Step 1: Enable Debug Mode
Add &debug=YES to the URL or click the Debug button in the Developer Toolbar. APEX logs every processing step with timestamps. Look at the Debug output for the page show (rendering) and identify which component takes the most time. The debug log shows SQL execution times, PL/SQL process times, and region rendering times.
Step 2: Check SQL Execution Times
In the Debug output, find lines like “Execute Statement” with execution times. If a region’s SQL takes 3 seconds, that is your primary target. Copy the SQL into SQL Developer, add the bind variable values, and run EXPLAIN PLAN to identify missing indexes, full table scans, or expensive joins.
Step 3: Check PL/SQL Processes
Before Header and After Header processes run during page rendering. If a process calls a slow procedure or runs a heavy query, it blocks the entire page. Move expensive computations to On Demand processes called asynchronously after the page loads, or cache the results in application items.

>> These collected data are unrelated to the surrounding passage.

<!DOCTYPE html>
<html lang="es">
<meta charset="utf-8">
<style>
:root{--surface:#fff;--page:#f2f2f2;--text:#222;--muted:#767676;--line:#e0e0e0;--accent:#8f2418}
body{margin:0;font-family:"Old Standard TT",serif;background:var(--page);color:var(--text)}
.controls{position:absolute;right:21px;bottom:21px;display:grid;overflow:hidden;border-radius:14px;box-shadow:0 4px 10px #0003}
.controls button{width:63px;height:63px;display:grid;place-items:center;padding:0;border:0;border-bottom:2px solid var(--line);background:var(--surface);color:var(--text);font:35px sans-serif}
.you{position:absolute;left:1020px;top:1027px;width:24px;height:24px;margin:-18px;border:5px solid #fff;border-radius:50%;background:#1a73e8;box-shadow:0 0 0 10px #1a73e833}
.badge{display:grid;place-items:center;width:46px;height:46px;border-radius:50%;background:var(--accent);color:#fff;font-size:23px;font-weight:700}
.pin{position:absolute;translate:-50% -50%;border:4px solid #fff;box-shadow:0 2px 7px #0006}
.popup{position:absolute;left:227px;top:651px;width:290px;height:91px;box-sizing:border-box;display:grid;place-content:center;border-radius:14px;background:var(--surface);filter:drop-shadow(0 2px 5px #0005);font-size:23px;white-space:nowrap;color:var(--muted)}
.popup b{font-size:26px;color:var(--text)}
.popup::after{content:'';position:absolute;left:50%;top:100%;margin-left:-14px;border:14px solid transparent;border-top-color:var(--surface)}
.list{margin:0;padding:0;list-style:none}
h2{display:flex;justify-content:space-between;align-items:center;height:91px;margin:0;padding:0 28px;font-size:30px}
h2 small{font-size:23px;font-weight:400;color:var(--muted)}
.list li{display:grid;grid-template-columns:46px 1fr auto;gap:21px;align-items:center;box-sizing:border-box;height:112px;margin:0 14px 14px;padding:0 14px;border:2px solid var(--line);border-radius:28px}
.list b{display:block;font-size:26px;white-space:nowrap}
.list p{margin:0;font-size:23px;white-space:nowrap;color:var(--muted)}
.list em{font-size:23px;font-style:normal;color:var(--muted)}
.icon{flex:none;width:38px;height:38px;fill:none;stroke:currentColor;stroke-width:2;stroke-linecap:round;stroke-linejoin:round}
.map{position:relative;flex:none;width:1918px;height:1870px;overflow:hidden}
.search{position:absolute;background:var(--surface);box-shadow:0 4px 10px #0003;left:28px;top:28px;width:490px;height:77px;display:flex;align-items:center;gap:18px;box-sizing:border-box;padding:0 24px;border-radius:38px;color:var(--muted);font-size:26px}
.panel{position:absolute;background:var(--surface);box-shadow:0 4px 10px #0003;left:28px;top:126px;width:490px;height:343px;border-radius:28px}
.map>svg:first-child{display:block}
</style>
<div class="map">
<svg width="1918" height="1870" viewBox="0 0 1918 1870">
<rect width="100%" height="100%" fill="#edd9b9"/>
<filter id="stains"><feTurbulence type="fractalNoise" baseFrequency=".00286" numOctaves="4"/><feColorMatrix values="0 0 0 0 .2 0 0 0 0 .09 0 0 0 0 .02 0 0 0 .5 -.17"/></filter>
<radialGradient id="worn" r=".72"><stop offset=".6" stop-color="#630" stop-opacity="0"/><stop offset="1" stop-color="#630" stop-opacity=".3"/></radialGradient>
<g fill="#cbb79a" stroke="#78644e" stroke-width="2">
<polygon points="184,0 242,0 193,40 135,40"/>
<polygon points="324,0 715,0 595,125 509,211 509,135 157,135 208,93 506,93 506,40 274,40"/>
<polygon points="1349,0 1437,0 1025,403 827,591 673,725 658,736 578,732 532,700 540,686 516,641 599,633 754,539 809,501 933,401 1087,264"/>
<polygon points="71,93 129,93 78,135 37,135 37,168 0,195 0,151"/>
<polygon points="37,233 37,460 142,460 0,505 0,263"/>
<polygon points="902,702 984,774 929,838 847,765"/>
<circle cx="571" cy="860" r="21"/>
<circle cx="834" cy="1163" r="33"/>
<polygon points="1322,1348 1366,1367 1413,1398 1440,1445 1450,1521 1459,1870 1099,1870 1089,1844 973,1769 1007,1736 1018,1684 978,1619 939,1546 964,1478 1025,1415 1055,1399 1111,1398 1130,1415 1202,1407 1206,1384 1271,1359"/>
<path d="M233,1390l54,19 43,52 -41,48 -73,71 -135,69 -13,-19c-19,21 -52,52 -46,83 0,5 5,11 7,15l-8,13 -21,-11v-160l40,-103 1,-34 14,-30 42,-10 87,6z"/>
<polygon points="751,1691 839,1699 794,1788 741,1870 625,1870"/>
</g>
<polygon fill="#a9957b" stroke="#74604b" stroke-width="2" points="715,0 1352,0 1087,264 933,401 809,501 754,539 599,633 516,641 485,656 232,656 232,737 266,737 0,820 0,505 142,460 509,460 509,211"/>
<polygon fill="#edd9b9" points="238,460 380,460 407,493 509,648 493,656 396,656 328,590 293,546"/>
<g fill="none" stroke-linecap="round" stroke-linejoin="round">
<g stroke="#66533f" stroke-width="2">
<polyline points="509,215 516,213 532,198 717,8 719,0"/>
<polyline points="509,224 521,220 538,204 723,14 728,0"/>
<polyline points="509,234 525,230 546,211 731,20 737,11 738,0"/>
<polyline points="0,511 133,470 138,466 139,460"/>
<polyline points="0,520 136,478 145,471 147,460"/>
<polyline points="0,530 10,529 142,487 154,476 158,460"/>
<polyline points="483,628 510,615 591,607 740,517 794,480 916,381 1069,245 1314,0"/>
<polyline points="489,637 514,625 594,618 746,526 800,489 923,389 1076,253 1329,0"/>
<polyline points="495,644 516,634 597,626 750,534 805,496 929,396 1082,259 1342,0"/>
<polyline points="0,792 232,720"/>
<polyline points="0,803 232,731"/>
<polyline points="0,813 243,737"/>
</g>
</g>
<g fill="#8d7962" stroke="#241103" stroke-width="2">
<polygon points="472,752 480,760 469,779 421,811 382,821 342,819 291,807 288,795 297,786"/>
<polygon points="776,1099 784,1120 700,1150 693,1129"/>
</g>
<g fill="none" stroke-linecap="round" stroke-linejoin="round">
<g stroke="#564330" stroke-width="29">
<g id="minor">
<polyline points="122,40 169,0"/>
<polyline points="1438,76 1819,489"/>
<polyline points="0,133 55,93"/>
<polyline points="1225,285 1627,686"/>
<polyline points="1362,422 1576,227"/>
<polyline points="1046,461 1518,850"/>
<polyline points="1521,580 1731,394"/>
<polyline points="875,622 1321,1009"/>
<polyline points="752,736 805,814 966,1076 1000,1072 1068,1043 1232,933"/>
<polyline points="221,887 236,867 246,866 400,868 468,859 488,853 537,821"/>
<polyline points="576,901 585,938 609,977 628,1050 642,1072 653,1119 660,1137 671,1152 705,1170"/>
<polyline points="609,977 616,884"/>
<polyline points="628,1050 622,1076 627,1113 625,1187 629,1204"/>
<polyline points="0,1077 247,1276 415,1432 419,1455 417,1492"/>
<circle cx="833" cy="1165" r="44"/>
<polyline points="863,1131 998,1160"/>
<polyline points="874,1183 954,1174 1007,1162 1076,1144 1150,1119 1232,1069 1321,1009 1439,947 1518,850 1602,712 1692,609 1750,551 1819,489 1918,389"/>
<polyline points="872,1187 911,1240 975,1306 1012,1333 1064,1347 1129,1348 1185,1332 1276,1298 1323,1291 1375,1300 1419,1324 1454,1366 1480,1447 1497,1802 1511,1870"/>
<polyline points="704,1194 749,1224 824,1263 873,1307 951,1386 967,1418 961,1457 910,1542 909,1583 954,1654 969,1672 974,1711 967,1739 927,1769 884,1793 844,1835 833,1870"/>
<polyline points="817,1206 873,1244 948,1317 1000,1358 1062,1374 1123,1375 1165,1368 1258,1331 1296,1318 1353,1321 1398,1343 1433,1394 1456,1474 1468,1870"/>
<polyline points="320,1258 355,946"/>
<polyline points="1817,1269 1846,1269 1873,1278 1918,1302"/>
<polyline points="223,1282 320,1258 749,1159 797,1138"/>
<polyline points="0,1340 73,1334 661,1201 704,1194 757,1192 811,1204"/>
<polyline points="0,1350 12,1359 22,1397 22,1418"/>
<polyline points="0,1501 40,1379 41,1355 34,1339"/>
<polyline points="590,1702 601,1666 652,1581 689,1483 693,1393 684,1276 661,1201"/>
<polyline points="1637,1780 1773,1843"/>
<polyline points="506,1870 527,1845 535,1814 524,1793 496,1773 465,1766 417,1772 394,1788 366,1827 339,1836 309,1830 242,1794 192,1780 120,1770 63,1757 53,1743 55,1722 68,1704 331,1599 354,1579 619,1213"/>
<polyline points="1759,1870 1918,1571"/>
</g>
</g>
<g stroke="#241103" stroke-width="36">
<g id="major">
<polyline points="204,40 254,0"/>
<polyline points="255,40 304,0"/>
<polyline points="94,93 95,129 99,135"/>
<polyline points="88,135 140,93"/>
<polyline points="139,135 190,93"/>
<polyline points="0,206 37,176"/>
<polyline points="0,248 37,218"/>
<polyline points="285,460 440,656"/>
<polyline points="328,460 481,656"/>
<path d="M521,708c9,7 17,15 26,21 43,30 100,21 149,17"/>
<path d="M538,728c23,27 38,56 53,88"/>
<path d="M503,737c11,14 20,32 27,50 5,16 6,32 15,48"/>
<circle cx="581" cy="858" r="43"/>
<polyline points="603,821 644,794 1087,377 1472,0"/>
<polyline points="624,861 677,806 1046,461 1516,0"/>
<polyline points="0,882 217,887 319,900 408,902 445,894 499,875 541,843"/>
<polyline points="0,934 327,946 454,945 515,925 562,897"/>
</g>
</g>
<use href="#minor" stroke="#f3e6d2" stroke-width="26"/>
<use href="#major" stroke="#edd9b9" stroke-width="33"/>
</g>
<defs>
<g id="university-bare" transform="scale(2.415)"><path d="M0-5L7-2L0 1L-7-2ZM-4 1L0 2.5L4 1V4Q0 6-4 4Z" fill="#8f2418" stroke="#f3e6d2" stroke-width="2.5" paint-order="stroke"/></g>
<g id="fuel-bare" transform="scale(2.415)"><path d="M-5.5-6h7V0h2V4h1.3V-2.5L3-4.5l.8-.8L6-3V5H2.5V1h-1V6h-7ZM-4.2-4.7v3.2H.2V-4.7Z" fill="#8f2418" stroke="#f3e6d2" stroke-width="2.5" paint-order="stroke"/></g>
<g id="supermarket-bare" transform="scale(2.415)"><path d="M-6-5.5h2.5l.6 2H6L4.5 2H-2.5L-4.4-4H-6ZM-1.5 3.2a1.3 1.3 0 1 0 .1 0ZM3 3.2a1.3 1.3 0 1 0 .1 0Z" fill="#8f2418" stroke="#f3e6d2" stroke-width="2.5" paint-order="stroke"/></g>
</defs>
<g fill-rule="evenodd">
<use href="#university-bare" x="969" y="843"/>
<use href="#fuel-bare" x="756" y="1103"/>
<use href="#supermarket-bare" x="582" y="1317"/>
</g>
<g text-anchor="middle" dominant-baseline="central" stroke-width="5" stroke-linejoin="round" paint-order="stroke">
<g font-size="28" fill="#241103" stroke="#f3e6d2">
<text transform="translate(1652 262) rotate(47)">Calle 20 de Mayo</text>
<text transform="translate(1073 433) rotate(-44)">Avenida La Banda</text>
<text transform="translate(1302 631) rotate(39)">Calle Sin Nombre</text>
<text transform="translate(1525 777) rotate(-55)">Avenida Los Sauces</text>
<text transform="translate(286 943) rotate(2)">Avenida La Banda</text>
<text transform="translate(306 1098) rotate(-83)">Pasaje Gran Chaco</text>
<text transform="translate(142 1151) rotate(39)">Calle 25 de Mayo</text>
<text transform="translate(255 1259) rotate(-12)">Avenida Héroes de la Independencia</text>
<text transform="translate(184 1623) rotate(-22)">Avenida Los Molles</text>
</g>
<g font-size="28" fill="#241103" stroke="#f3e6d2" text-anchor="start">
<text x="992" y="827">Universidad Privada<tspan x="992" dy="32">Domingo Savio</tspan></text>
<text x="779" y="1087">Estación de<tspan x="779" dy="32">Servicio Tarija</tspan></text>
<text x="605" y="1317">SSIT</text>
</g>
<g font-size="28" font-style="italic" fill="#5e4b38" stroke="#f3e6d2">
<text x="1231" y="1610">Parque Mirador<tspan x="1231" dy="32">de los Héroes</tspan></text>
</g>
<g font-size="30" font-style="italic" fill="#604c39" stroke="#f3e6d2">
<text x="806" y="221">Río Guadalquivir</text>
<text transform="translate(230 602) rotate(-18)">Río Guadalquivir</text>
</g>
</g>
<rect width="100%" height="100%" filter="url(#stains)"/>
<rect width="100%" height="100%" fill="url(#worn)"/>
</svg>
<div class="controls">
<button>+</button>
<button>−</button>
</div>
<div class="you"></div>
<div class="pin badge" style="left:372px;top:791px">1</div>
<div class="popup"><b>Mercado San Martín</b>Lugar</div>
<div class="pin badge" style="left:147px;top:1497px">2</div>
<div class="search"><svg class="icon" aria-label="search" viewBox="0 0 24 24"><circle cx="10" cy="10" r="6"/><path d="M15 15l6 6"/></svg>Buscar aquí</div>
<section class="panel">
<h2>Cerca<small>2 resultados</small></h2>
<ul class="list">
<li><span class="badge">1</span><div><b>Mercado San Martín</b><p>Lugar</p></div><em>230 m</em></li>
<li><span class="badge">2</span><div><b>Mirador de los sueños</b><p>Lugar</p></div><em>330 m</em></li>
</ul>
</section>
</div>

Step 4: Check Browser Rendering
If the Debug output shows the server rendered the page in 200ms but the user experiences 5 seconds, the bottleneck is client-side. Open the browser DevTools Network tab to check for large JavaScript or CSS files, slow image loading, or many AJAX calls. The Performance tab shows JavaScript execution time and layout/paint costs.
Common Fixes
Add indexes on columns used in WHERE clauses of report queries. Replace PL/SQL function calls in SELECT lists with JOINs. Reduce the number of regions on the page. Use Lazy Loading on regions below the fold. Set “Maximum Row Count” on Interactive Reports to prevent expensive COUNT queries. Move large LOV queries to cached Shared LOVs. Reduce the number of page items with dynamic LOVs that each execute a separate query during page load.
Step 5: APEX Advisor
Run APEX Advisor (Utilities menu) which checks for common performance anti-patterns: report regions without pagination limits, page items with expensive LOV queries, redundant computations, and more.